Activity. Check every line of the data and copy the ones where "SALDIVAR" appears.

Material to process.
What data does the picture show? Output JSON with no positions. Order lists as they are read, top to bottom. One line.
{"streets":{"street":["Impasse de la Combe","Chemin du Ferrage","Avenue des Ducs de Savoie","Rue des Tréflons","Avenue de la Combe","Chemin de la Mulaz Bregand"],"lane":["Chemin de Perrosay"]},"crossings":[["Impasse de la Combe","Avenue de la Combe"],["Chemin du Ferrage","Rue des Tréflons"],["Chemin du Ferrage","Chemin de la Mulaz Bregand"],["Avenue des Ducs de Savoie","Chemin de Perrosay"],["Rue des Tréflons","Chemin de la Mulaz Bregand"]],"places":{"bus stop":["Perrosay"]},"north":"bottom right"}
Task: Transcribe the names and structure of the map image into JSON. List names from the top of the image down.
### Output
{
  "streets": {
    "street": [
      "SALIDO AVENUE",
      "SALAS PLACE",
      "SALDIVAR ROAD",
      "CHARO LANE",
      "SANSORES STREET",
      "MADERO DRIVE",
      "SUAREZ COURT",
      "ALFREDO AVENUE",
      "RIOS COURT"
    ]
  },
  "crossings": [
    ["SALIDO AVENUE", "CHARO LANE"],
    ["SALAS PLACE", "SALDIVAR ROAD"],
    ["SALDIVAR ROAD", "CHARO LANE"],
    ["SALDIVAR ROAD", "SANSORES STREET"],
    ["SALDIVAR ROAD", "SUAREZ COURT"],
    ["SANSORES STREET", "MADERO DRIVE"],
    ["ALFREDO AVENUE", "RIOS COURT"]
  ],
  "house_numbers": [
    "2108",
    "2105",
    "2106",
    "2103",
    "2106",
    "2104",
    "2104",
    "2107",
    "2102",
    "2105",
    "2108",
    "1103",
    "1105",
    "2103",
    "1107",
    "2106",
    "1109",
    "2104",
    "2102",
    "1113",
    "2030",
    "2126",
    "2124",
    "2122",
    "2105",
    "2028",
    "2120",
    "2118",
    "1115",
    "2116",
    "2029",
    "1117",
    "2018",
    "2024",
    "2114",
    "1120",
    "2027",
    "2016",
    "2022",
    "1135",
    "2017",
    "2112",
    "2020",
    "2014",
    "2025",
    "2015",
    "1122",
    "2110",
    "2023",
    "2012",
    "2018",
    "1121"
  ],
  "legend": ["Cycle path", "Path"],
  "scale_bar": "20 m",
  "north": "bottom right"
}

Expected output.
      "SALDIVAR ROAD",
    ["SALAS PLACE", "SALDIVAR ROAD"],
    ["SALDIVAR ROAD", "CHARO LANE"],
    ["SALDIVAR ROAD", "SANSORES STREET"],
    ["SALDIVAR ROAD", "SUAREZ COURT"],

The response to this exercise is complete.